Князь Секал, собрав близ себя небольшой отряд, сам повел его в сечу. Но воины Святослава окружили его отряд, многих побили, а князя Секала с полусотней ордынцев пленили. Позже князь Секал признается, что его погубили голодные кони и жадность. Он шел на Русь с расчетом на легкую победу над переяславским и черниговским князьями, вел с собой сотни кибиток для добра и полонянок. Убегая, половцы побросали кибитки, шатры. Даже шатер Секала достался победителям, и в нем Святослав и Всеволод нашли пять княжеских жен и полдюжины рабынь. Князь Святослав, будучи благочестивым супругом, не прельстился прекрасными половчанками, повелел своим гридням взять их в добычу. И вдовый князь Всеволод даже взором не поласкал полонянок. Так бы воины и увели их в стан, если бы одна из них не открыла своего лица. Всего мгновение смотрели на Всеволода большие серые и печальные глаза, но этого мгновения оказалось достаточно, чтобы князь догадался, что перед ним не половчанка и не куманка. Он придержал ее и сказал:
– Братец Святослав, я оставлю ее себе.
– И хорошо, – отозвался Святослав.
Через три дня, предав земле павших русичей, собрав и поделив с братом половецкую добычу, Всеволод отправился в свое княжество. Полонянку везли в добытой у врага кибитке. При ней неотступно следовали два воина. Князь Всеволод не беспокоил пленницу. Еще на месте сечи он задал ей через толмача два вопроса: «Кто ты? Как тебя звать?» Она же лица не открыла и промолчала. Всеволод увидел, что плечи ее дрожат от страха, он попытался разгадать ее положение близ половецкого князя, но это ему не удалось. В одном он убедился: она не была ни женой Секала, ни его наложницей. О том говорила ее убогая одежда. Спрятав полонянку в кибитку, Всеволод попытался забыть о ней. Ан нет, сие не удавалось: ее печальные глаза неотступно светились перед ним. В Переяславле князь отвел ей покой в своих палатах, приставил к ней добрую и ласковую мамку, боярыню Аглаю, и наказал ей:
– Ты, матушка Аглая, растопи лед в груди полонянки и выведай все, чем она жила.
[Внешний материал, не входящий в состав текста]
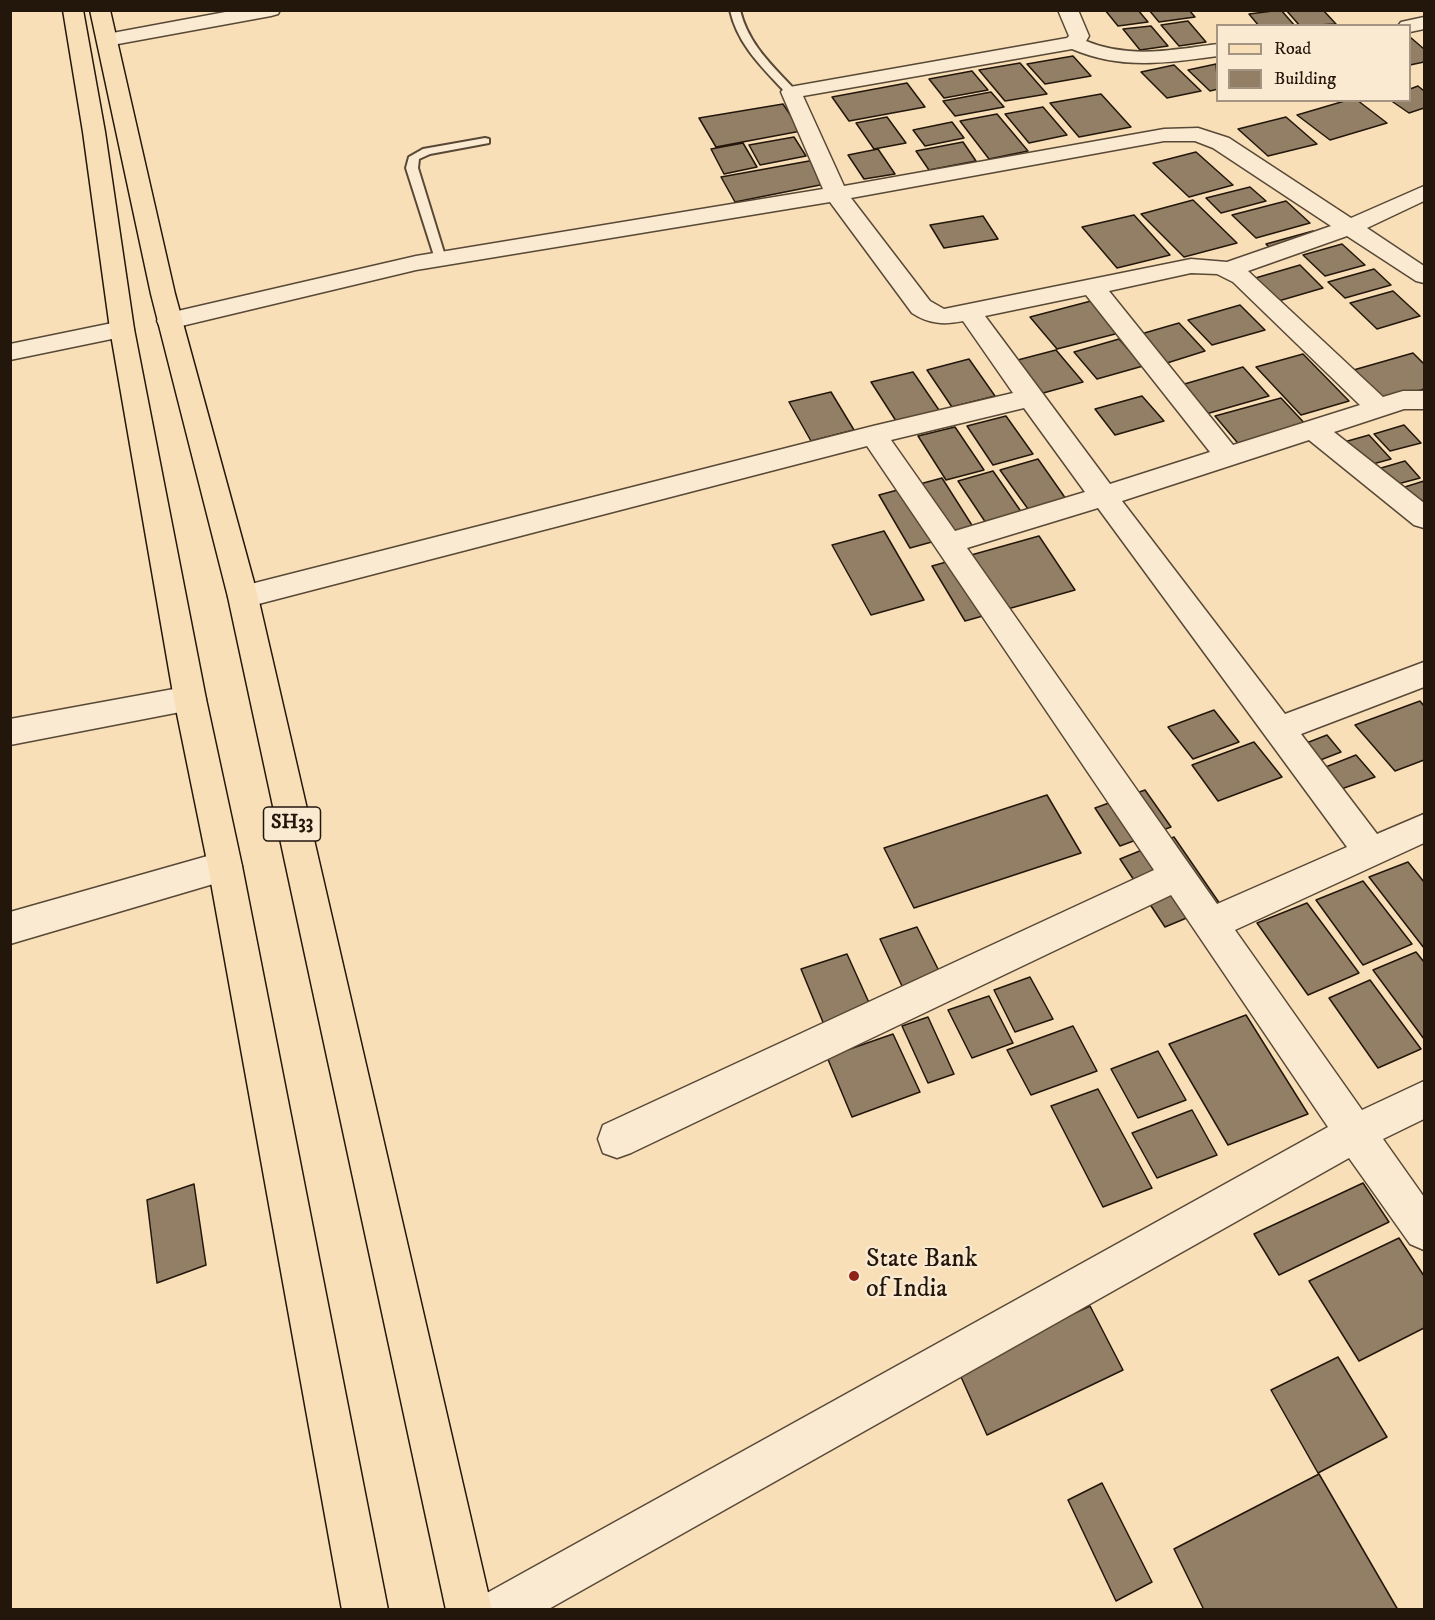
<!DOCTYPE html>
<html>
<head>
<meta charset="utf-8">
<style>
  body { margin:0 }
  #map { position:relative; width:1435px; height:1620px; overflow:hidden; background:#f8dfb8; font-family:"IM FELL DW Pica",serif }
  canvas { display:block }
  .frame { position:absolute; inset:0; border:12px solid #23160b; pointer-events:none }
  .legend { position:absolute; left:1216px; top:24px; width:195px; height:78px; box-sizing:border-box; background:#faead1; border:2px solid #a49582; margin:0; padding:8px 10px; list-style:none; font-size:18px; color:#23160b }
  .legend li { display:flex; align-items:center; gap:12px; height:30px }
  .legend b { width:30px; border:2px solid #a49582 }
</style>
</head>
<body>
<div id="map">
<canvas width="1435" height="1620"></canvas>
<div class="frame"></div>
<ul class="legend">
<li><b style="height:8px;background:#f8dfb8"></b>Road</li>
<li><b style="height:16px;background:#927f65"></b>Building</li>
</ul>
</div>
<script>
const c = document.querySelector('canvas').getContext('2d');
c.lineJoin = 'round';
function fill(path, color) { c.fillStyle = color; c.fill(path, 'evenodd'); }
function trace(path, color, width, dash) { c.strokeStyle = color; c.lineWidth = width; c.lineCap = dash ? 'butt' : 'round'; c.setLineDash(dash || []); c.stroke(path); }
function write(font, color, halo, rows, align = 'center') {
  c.font = font + ' "IM FELL DW Pica",serif'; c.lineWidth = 4.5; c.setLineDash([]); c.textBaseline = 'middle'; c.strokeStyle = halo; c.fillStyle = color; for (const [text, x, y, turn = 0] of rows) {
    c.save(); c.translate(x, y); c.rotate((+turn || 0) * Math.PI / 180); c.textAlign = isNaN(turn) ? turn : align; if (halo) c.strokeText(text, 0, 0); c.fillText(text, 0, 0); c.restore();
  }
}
const building = new Path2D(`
  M1105,10H1138L1148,22L1118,26Z
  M1149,10H1189L1195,17L1159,22Z
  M1281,10L1295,26H1259L1249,14Z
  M1286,10H1323L1336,24L1300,26Z
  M1188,21L1206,42L1179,46L1161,25Z
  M1151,26L1168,46L1140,50L1123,29Z
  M1410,37L1424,49V62L1410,65Z
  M1073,56L1091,76L1045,84L1027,64Z
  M1020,63L1047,94L1005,101L979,70Z
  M1216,64L1218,89L1210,91L1188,70Z
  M1174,65L1201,91L1167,98L1141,72Z
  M972,71L988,90L944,98L929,79Z
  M907,83L925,107L849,121L832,97Z
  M1418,86L1424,91V108L1409,113L1390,100H1410V89Z
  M991,92L1004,107L955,116L943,101Z
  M1101,94L1131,127L1079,137L1050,103Z
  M1348,100H1357L1387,123L1330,140L1297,115Z
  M783,104L801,131L716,147L699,118Z
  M1043,107L1067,135L1029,143L1005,114Z
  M997,114L1028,151L989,159L960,121Z
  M887,117L906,143L874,149L856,123Z
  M1286,117L1317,144L1268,156L1238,129Z
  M952,122L964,138L925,146L913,130Z
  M794,137L806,156L760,165L749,145Z
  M963,142L976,161L929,170L916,151Z
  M743,143L757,167L724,174L711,149Z
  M878,149L895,174L864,179L848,155Z
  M1196,152L1233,185L1189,197L1153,163Z
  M820,159L835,182L735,202L721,177Z
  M1250,187L1266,201L1221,213L1206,198Z
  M1193,200L1237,243L1184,257L1141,214Z
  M1286,201L1310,223L1256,238L1232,215Z
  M1134,215L1170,255L1117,268L1082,227Z
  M983,216L998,239L944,248L930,225Z
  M1313,231L1326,243L1278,256L1266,244Z
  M1342,244L1365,265L1325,276L1303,255Z
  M1300,265L1323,288L1275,302L1252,279Z
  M1374,269L1391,285L1345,298L1328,282Z
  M1393,291L1420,316L1377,329L1350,303Z
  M1091,301L1119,333L1057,349L1030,317Z
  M1240,305L1265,330L1212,345L1188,320Z
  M1179,323L1205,351L1167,363L1141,334Z
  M1119,339L1143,366L1097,379L1074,352Z
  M1056,350L1083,382L1036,395L1010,362Z
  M1413,353L1424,364V389L1367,406L1336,375Z
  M1303,354L1349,401L1301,415L1256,367Z
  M969,359L995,396L952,407L927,370Z
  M1243,367L1269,396L1206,414L1181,385Z
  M913,372L941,413L898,424L871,382Z
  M831,392L854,430L811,441L789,402Z
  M1142,396L1164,421L1115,435L1095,409Z
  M1281,398L1309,428L1242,448L1215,416Z
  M1006,416L1033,454L993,465L967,426Z
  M1404,425L1421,443L1390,451L1374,434Z
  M955,427L984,470L946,480L918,436Z
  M1369,435L1391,459L1351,470L1330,446Z
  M1038,459L1066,499L1028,509L1000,470Z
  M1405,461L1420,478L1379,489L1364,473Z
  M993,471L1022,513L986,523L958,481Z
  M942,478L975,530L910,548L879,495Z
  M1424,481V513L1418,515L1395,490Z
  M884,531L924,600L871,615L832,545Z
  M1039,536L1075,590L965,621L932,566Z
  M1420,701L1424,706V760L1395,771L1355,725Z
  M1214,710L1239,742L1193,759L1168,727Z
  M1327,735L1341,752L1305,766L1291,749Z
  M1254,742L1282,777L1218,801L1192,765Z
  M1356,755L1375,777L1330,793L1313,772Z
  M1145,790L1171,827L1120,846L1095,808Z
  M1047,795L1081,853L914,908L884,848Z
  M1174,837L1220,904L1165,927L1120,859Z
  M1408,862L1424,882V948L1369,877Z
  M1363,881L1412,944L1363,965L1316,900Z
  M1307,903L1359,973L1308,995L1257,923Z
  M917,927L947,987L909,1001L880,939Z
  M1416,952L1424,962V1039L1373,970Z
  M847,954L880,1027L832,1044L801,969Z
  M1030,977L1053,1019L1015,1032L994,990Z
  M1370,980L1421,1049L1378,1068L1329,998Z
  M989,996L1013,1043L972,1058L948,1010Z
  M1246,1015L1308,1114L1228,1145L1169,1044Z
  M928,1017L954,1074L928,1083L902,1026Z
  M1073,1026L1097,1071L1031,1095L1007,1050Z
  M893,1034L920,1092L852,1117L827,1057Z
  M1158,1051L1186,1100L1138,1118L1111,1069Z
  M1098,1089L1152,1188L1103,1207L1051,1106Z
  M1192,1110L1217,1155L1157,1178L1132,1133Z
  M1363,1183L1389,1222L1279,1275L1254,1234Z
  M194,1184L206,1265L157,1283L147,1200Z
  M1399,1238L1424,1276V1328L1359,1361L1309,1281Z
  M1090,1306L1123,1370L987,1435L957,1368Z
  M1338,1357L1387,1437L1318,1473L1271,1390Z
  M1319,1474L1398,1610H1204L1174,1549Z
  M1102,1483L1152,1582L1116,1601L1068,1500Z`);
fill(building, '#927f65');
trace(building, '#23160b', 1.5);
const lane = new Path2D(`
  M730,10H740C748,44 772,65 795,90V94H787C764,69 738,46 730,10Z
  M485,138L489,139V143L430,154L419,159L418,168L446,259L444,262H436L406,168L409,157L423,149Z`);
const street = new Path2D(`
  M236,10H280L278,14L271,16L107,46L100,44L97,40L100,36L107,34Z
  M1058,10H1078L1089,36L1086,41C1129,59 1172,50 1218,44V56C1167,63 1121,70 1072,49L803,96L844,186L1164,129L1198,128L1229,138L1351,218L1424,186V201L1367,228L1424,266V283L1416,281L1347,236L1248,271L1383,397L1403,391H1424V409H1404L1334,432L1424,503V528L1414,525L1309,440L1122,501L1285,714L1424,662V687L1301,734L1377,834L1424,814V843L1235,930L1362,1110L1424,1081V1119L1383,1139L1424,1197V1250L1410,1244L1349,1158L547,1610H478L485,1594L1328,1127L1171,895L631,1153L617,1158L603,1153L598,1139L603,1125L1154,870L867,446L243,608L233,605L228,597L233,589L243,586L873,426L1013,393L963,321C944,325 929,324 912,313L830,202L416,270L169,329L160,327L157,321L160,315L169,313L416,256L823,189L781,92L784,88L1067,38L1069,36ZM1164,141H1195L1213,148L1331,226L1227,262L1191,259L944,309L930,301L851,198ZM1191,273L1217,274L1233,282L1360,405L1233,445L1109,291ZM1086,295L1210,452L1110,484L985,316ZM1024,408L1085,492L955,531L891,440ZM1098,508L1347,847L1217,904L967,548Z
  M1424,17V29L1410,32V26H1398L1401,22Z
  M122,321L131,323L134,329L131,335L10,360V344Z
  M190,686L201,690L206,699L201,708L10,745V719Z
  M225,851L237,855L242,866L237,877L10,944V912Z`);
const primary = new Path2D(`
  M63,10H83L105,132L134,329L206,699L242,866L388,1610H342L208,866L174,699L110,329L83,132Z
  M90,10H110L175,294L258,597L492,1610H446L228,597L151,294Z`);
trace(lane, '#584836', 4);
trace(street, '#584836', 3);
trace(primary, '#23160b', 3);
fill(lane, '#faead1');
fill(street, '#faead1');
fill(primary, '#f8dfb8');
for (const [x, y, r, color] of [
  [854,1276,6,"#8f2418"]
]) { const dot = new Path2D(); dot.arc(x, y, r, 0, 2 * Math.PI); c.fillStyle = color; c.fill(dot); trace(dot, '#faead1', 2); }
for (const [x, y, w] of [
  [292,824,57]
]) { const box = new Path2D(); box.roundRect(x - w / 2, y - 17, w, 34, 4.5); c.fillStyle = '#faead1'; c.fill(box); trace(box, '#23160b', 1.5); }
write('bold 20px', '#23160b', null, [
  ["SH33",292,824]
]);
write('26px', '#23160b', '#faead1', [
  ["State Bank",866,1261],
  ["of India",866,1291]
], 'left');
</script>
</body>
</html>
Аглая больше месяца приходила к Всеволоду с пустыми руками.
– Одна поруха, родимый князь. Камень и есть камень холодный твоя полонянка.
– Может, она без языка? – спросил озадаченный князь.
– Не ведаю, родимый. Лицом-то она уж больно пригожа и статью хороша. А вот про язык не скажу. Да ты сам к ней зайди, княже. И чего тебе, не обремененному семеюшкой…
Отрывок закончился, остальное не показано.